- TASK
Reproduce all the entries, matching the original word for word.

*** Opening of MATERIAL PROVIDED ***

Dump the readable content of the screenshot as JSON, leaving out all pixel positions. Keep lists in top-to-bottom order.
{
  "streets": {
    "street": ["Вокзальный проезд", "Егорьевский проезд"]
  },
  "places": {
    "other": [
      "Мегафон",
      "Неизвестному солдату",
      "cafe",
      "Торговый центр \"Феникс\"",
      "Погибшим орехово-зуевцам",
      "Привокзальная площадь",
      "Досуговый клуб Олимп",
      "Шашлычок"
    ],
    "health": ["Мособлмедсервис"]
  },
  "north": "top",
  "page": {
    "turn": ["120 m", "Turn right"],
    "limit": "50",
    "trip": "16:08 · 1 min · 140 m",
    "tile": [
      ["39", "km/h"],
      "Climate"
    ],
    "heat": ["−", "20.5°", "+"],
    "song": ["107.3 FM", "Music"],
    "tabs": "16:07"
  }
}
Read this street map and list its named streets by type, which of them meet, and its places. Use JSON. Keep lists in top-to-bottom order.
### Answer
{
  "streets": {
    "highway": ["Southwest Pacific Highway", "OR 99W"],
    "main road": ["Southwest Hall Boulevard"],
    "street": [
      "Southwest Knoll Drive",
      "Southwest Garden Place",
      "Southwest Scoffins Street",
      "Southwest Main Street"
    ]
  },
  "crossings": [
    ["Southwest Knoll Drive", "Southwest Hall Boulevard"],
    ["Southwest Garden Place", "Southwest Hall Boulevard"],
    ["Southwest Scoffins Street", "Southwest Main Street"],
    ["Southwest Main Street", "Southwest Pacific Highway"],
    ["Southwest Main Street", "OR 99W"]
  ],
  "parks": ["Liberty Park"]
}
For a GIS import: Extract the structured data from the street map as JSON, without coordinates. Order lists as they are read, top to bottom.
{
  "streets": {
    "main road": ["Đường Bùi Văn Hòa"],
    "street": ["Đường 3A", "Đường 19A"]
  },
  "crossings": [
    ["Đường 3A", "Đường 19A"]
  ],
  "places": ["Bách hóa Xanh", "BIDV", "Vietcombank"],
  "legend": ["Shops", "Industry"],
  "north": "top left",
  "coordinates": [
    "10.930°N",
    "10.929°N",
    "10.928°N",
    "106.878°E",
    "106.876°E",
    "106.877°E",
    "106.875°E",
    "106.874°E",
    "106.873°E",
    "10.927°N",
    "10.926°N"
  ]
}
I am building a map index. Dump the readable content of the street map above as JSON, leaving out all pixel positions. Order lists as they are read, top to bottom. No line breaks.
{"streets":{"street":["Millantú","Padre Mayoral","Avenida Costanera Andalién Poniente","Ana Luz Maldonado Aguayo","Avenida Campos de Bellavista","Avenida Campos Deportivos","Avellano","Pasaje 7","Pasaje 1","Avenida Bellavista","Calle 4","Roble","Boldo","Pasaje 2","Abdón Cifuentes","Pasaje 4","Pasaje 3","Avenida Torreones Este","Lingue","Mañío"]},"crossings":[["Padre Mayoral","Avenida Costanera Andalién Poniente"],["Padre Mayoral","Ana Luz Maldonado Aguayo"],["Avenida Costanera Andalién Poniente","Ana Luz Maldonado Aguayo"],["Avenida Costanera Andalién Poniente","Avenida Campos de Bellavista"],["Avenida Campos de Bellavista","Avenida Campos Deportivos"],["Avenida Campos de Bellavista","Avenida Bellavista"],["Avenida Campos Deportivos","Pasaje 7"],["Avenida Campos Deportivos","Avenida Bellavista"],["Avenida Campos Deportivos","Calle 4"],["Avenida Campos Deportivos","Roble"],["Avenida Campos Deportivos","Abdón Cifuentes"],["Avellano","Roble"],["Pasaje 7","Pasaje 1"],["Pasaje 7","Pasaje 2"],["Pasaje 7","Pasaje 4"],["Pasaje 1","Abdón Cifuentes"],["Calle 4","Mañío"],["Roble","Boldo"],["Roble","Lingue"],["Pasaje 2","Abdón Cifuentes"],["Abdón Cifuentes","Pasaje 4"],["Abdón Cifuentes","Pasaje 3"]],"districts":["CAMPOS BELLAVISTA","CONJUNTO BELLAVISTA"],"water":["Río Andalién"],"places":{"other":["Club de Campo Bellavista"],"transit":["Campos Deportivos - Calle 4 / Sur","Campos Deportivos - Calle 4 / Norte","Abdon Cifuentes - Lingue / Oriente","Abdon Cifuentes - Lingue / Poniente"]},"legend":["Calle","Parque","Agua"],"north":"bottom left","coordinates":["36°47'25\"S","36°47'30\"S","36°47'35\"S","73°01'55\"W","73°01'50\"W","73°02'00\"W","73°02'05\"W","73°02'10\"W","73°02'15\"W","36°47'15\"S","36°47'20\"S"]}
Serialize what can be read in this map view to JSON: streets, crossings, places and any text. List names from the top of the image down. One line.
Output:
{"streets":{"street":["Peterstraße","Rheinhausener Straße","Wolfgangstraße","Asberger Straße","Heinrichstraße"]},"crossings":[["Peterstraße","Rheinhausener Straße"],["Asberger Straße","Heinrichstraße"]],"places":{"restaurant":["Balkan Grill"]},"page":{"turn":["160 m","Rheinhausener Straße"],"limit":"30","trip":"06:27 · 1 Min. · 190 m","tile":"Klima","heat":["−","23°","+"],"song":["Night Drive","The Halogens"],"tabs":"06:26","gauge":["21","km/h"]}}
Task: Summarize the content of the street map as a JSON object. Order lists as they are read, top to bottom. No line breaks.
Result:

*** Close of MATERIAL PROVIDED ***

- COMPLETED EXERCISE
Dump the readable content of the screenshot as JSON, leaving out all pixel positions. Keep lists in top-to-bottom order.
{
  "streets": {
    "street": ["Вокзальный проезд", "Егорьевский проезд"]
  },
  "places": {
    "other": [
      "Мегафон",
      "Неизвестному солдату",
      "cafe",
      "Торговый центр \"Феникс\"",
      "Погибшим орехово-зуевцам",
      "Привокзальная площадь",
      "Досуговый клуб Олимп",
      "Шашлычок"
    ],
    "health": ["Мособлмедсервис"]
  },
  "north": "top",
  "page": {
    "turn": ["120 m", "Turn right"],
    "limit": "50",
    "trip": "16:08 · 1 min · 140 m",
    "tile": [
      ["39", "km/h"],
      "Climate"
    ],
    "heat": ["−", "20.5°", "+"],
    "song": ["107.3 FM", "Music"],
    "tabs": "16:07"
  }
}
Read this street map and list its named streets by type, which of them meet, and its places. Use JSON. Keep lists in top-to-bottom order.
### Answer
{
  "streets": {
    "highway": ["Southwest Pacific Highway", "OR 99W"],
    "main road": ["Southwest Hall Boulevard"],
    "street": [
      "Southwest Knoll Drive",
      "Southwest Garden Place",
      "Southwest Scoffins Street",
      "Southwest Main Street"
    ]
  },
  "crossings": [
    ["Southwest Knoll Drive", "Southwest Hall Boulevard"],
    ["Southwest Garden Place", "Southwest Hall Boulevard"],
    ["Southwest Scoffins Street", "Southwest Main Street"],
    ["Southwest Main Street", "Southwest Pacific Highway"],
    ["Southwest Main Street", "OR 99W"]
  ],
  "parks": ["Liberty Park"]
}
For a GIS import: Extract the structured data from the street map as JSON, without coordinates. Order lists as they are read, top to bottom.
{
  "streets": {
    "main road": ["Đường Bùi Văn Hòa"],
    "street": ["Đường 3A", "Đường 19A"]
  },
  "crossings": [
    ["Đường 3A", "Đường 19A"]
  ],
  "places": ["Bách hóa Xanh", "BIDV", "Vietcombank"],
  "legend": ["Shops", "Industry"],
  "north": "top left",
  "coordinates": [
    "10.930°N",
    "10.929°N",
    "10.928°N",
    "106.878°E",
    "106.876°E",
    "106.877°E",
    "106.875°E",
    "106.874°E",
    "106.873°E",
    "10.927°N",
    "10.926°N"
  ]
}
I am building a map index. Dump the readable content of the street map above as JSON, leaving out all pixel positions. Order lists as they are read, top to bottom. No line breaks.
{"streets":{"street":["Millantú","Padre Mayoral","Avenida Costanera Andalién Poniente","Ana Luz Maldonado Aguayo","Avenida Campos de Bellavista","Avenida Campos Deportivos","Avellano","Pasaje 7","Pasaje 1","Avenida Bellavista","Calle 4","Roble","Boldo","Pasaje 2","Abdón Cifuentes","Pasaje 4","Pasaje 3","Avenida Torreones Este","Lingue","Mañío"]},"crossings":[["Padre Mayoral","Avenida Costanera Andalién Poniente"],["Padre Mayoral","Ana Luz Maldonado Aguayo"],["Avenida Costanera Andalién Poniente","Ana Luz Maldonado Aguayo"],["Avenida Costanera Andalién Poniente","Avenida Campos de Bellavista"],["Avenida Campos de Bellavista","Avenida Campos Deportivos"],["Avenida Campos de Bellavista","Avenida Bellavista"],["Avenida Campos Deportivos","Pasaje 7"],["Avenida Campos Deportivos","Avenida Bellavista"],["Avenida Campos Deportivos","Calle 4"],["Avenida Campos Deportivos","Roble"],["Avenida Campos Deportivos","Abdón Cifuentes"],["Avellano","Roble"],["Pasaje 7","Pasaje 1"],["Pasaje 7","Pasaje 2"],["Pasaje 7","Pasaje 4"],["Pasaje 1","Abdón Cifuentes"],["Calle 4","Mañío"],["Roble","Boldo"],["Roble","Lingue"],["Pasaje 2","Abdón Cifuentes"],["Abdón Cifuentes","Pasaje 4"],["Abdón Cifuentes","Pasaje 3"]],"districts":["CAMPOS BELLAVISTA","CONJUNTO BELLAVISTA"],"water":["Río Andalién"],"places":{"other":["Club de Campo Bellavista"],"transit":["Campos Deportivos - Calle 4 / Sur","Campos Deportivos - Calle 4 / Norte","Abdon Cifuentes - Lingue / Oriente","Abdon Cifuentes - Lingue / Poniente"]},"legend":["Calle","Parque","Agua"],"north":"bottom left","coordinates":["36°47'25\"S","36°47'30\"S","36°47'35\"S","73°01'55\"W","73°01'50\"W","73°02'00\"W","73°02'05\"W","73°02'10\"W","73°02'15\"W","36°47'15\"S","36°47'20\"S"]}
Serialize what can be read in this map view to JSON: streets, crossings, places and any text. List names from the top of the image down. One line.
Output:
{"streets":{"street":["Peterstraße","Rheinhausener Straße","Wolfgangstraße","Asberger Straße","Heinrichstraße"]},"crossings":[["Peterstraße","Rheinhausener Straße"],["Asberger Straße","Heinrichstraße"]],"places":{"restaurant":["Balkan Grill"]},"page":{"turn":["160 m","Rheinhausener Straße"],"limit":"30","trip":"06:27 · 1 Min. · 190 m","tile":"Klima","heat":["−","23°","+"],"song":["Night Drive","The Halogens"],"tabs":"06:26","gauge":["21","km/h"]}}
Task: Summarize the content of the street map as a JSON object. Order lists as they are read, top to bottom. No line breaks.
Result:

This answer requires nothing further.